Assigned task: Look through the listing below, find every line with the string "label", and copy it.
(Beginning of Excerpted records)
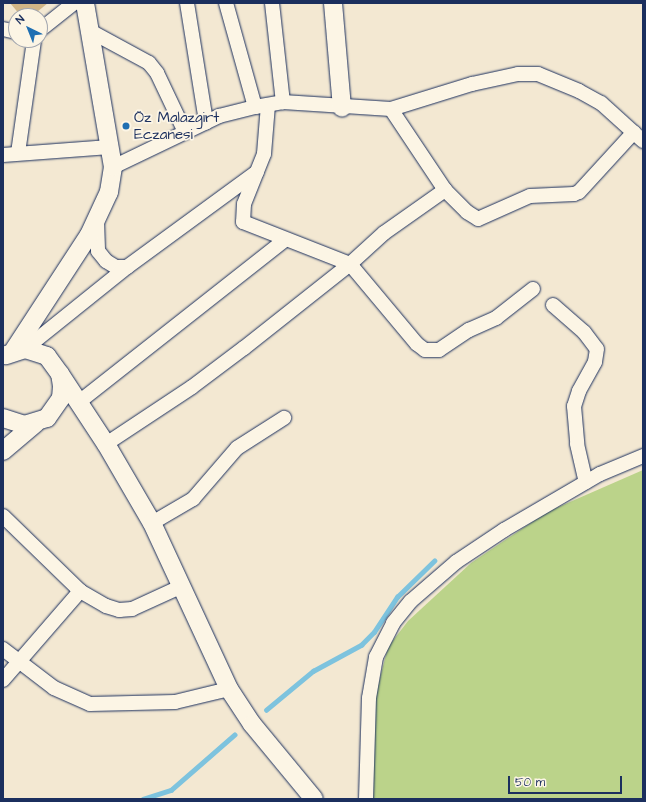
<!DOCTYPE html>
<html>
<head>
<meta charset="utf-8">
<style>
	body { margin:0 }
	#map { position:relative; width:646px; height:802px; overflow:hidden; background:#f3e8d2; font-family:"Architects Daughter",sans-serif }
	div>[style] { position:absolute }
	.green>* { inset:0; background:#bbd38a }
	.stream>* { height:4.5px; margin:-2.25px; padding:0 2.25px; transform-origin:2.25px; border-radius:2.25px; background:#7dc3de }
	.building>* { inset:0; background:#d1b586 }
	.roads { filter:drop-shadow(0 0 1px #1b2f5e) drop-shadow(0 0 1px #1b2f5e) }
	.minor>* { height:14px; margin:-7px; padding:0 7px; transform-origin:7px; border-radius:7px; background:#fcf5e5 }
	.tertiary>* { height:18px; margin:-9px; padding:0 9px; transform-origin:9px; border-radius:9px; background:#fcf5e5 }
	.dots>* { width:11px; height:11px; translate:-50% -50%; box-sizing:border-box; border:2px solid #fcf5e5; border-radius:50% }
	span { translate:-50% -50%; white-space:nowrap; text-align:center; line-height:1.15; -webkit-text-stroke:3.5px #fcf5e5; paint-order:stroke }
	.poi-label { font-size:15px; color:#1b2f5e }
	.left { translate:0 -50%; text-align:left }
	.frame { position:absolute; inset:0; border:4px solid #1b2f5e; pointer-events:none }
	.north { position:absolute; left:8px; top:8px; width:40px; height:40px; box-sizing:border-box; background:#fcf5e5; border:1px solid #a2a6af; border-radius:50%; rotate:317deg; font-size:11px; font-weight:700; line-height:16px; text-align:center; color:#1b2f5e }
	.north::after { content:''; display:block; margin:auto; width:14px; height:18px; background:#1f6fb2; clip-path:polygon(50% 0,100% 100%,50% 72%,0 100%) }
	.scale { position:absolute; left:508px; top:776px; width:114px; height:18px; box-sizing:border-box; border:2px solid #1b2f5e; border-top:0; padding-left:5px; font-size:12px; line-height:14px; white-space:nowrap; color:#1b2f5e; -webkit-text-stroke:3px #fcf5e5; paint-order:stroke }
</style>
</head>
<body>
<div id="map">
	<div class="green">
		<i style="clip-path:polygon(643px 470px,643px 799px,373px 799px,374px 701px,388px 647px,408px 621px,471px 563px,547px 512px)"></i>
	</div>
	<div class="stream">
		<i style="left:266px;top:710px;width:61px;rotate:-39.7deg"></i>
		<i style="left:313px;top:671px;width:55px;rotate:-28.4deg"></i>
		<i style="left:361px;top:645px;width:18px;rotate:-45deg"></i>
		<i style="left:374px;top:632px;width:42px;rotate:-56.7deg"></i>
		<i style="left:397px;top:597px;width:52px;rotate:-44.2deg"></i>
		<i style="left:143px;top:799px;width:29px;rotate:-18deg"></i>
		<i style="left:171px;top:790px;width:84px;rotate:-41.1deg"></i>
	</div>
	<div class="building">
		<i style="clip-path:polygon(10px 3px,48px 3px,32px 16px,21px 16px)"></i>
	</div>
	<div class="roads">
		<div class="minor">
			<i style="left:187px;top:3px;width:121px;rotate:80.9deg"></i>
			<i style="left:226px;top:3px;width:108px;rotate:74.4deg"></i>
			<i style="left:272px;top:3px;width:100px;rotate:83.7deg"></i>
			<i style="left:3px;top:29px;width:13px;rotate:13deg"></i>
			<i style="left:40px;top:30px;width:43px;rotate:-38.5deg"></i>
			<i style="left:90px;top:31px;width:67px;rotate:28.5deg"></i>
			<i style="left:149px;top:63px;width:13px;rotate:51deg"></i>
			<i style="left:157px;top:73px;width:65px;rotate:64.6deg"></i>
			<i style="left:268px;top:105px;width:49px;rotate:94.7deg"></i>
			<i style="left:264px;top:154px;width:54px;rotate:111.8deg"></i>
			<i style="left:244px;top:204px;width:18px;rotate:93deg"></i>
			<i style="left:243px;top:222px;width:115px;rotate:21.4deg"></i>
			<i style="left:350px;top:264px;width:104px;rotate:50.1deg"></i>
			<i style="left:417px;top:344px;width:10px;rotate:37deg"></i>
			<i style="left:425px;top:350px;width:14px"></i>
			<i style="left:439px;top:350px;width:36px;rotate:-34deg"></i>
			<i style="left:469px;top:330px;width:30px;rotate:-24deg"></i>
			<i style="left:496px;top:318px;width:47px;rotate:-38.1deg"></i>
			<i style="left:18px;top:153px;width:114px;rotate:-81.9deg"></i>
			<i style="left:3px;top:155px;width:107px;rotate:-4.3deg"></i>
			<i style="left:113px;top:167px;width:118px;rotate:-25.7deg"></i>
			<i style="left:219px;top:116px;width:37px;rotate:-14deg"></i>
			<i style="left:255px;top:107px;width:28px;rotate:-10deg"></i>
			<i style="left:283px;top:102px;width:108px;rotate:3.7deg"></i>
			<i style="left:391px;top:109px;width:85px;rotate:-17.2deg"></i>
			<i style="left:472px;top:84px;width:47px;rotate:-12.3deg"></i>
			<i style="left:518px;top:74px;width:20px"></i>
			<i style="left:538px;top:74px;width:44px;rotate:22.5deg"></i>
			<i style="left:579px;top:91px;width:25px;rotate:29deg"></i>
			<i style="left:601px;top:103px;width:57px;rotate:42.1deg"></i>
			<i style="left:445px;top:190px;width:31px;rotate:45deg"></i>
			<i style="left:467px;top:212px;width:13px;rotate:32deg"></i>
			<i style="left:478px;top:219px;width:57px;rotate:-23.9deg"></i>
			<i style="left:530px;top:196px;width:44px;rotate:-2.6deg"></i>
			<i style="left:574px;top:194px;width:5px;rotate:-22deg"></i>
			<i style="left:579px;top:192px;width:81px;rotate:-47.5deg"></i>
			<i style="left:97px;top:221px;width:30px;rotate:88deg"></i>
			<i style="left:98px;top:251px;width:13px;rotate:51deg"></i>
			<i style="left:106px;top:261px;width:12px;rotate:31deg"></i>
			<i style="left:116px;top:267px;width:11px"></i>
			<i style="left:553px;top:305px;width:41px;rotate:41.1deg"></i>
			<i style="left:584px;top:332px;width:21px;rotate:53deg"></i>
			<i style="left:597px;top:349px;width:13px;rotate:99deg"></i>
			<i style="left:595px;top:362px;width:33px;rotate:119deg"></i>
			<i style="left:579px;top:391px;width:16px;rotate:108deg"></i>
			<i style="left:574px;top:406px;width:38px;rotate:85deg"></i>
			<i style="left:577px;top:444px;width:39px;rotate:77deg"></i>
			<i style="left:25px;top:349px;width:131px;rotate:-38.8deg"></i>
			<i style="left:127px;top:267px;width:161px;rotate:-36.2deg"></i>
			<i style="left:79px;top:402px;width:263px;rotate:-38.2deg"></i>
			<i style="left:106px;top:444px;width:103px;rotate:-33.5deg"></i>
			<i style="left:192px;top:387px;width:65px;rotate:-36.9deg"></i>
			<i style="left:244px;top:348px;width:135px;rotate:-38.4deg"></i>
			<i style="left:350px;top:264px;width:46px;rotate:-42.4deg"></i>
			<i style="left:384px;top:233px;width:75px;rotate:-35.2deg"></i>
			<i style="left:445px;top:190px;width:97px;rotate:-123.7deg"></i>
			<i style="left:3px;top:516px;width:107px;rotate:44.2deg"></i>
			<i style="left:80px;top:591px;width:30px;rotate:30deg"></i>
			<i style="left:106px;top:606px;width:14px;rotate:17deg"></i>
			<i style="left:119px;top:610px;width:13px;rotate:-4deg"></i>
			<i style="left:132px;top:609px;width:55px;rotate:-24.7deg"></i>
			<i style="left:152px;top:523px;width:48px;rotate:-30.3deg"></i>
			<i style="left:193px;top:499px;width:67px;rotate:-49.2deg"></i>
			<i style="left:237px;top:448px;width:56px;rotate:-32.6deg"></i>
			<i style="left:3px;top:649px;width:64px;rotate:37.4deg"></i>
			<i style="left:54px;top:688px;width:39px;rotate:24deg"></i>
			<i style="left:90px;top:704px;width:85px;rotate:-1.3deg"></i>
			<i style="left:175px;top:702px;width:56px;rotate:-13.5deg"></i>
			<i style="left:3px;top:680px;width:118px;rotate:-49.1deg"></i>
			<i style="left:366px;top:799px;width:101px;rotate:-88.3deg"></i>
			<i style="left:369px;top:698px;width:42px;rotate:-80.3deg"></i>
			<i style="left:376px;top:657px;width:38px;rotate:-63deg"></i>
			<i style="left:393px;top:623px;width:28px;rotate:-51deg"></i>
			<i style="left:411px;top:601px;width:60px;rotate:-40.9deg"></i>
			<i style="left:456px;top:562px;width:58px;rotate:-33.7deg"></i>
			<i style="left:504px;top:530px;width:111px;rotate:-30.3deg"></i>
			<i style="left:600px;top:474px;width:47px;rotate:-22.7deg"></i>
		</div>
		<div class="tertiary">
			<i style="left:333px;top:3px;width:105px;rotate:85.1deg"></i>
			<i style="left:14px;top:350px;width:137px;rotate:-56.9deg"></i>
			<i style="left:89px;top:235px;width:47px;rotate:-65.1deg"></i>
			<i style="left:109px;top:192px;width:25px;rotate:-81deg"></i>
			<i style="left:113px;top:167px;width:166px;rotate:-99.7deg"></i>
			<i style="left:60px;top:374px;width:84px;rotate:56.7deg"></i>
			<i style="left:106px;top:444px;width:91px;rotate:59.8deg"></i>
			<i style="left:152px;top:523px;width:183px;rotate:65.1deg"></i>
			<i style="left:229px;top:689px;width:42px;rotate:56.7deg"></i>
			<i style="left:252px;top:724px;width:97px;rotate:50.4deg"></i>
			<i style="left:3px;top:418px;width:22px;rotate:18deg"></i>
			<i style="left:24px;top:425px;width:24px;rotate:-17deg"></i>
			<i style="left:47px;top:418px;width:24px;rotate:-55deg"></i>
			<i style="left:61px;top:398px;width:12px;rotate:-85deg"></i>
			<i style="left:62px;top:386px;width:12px;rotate:-99deg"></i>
			<i style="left:60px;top:374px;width:22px;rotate:-126deg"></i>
			<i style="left:47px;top:356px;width:23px;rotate:-162deg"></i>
			<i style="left:25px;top:349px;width:20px;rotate:162deg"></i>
			<i style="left:3px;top:451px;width:43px;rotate:-40.3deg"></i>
		</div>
	</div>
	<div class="dots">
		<i style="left:126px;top:126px;background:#1f6fb2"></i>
	</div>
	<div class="poi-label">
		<span class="left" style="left:134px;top:126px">Öz Malazgirt<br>Eczanesi</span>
	</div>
	<div class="frame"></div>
	<div class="north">N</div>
	<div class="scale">50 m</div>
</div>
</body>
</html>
(End of Excerpted records)
Exercise answer:
	.poi-label { font-size:15px; color:#1b2f5e }
	<div class="poi-label">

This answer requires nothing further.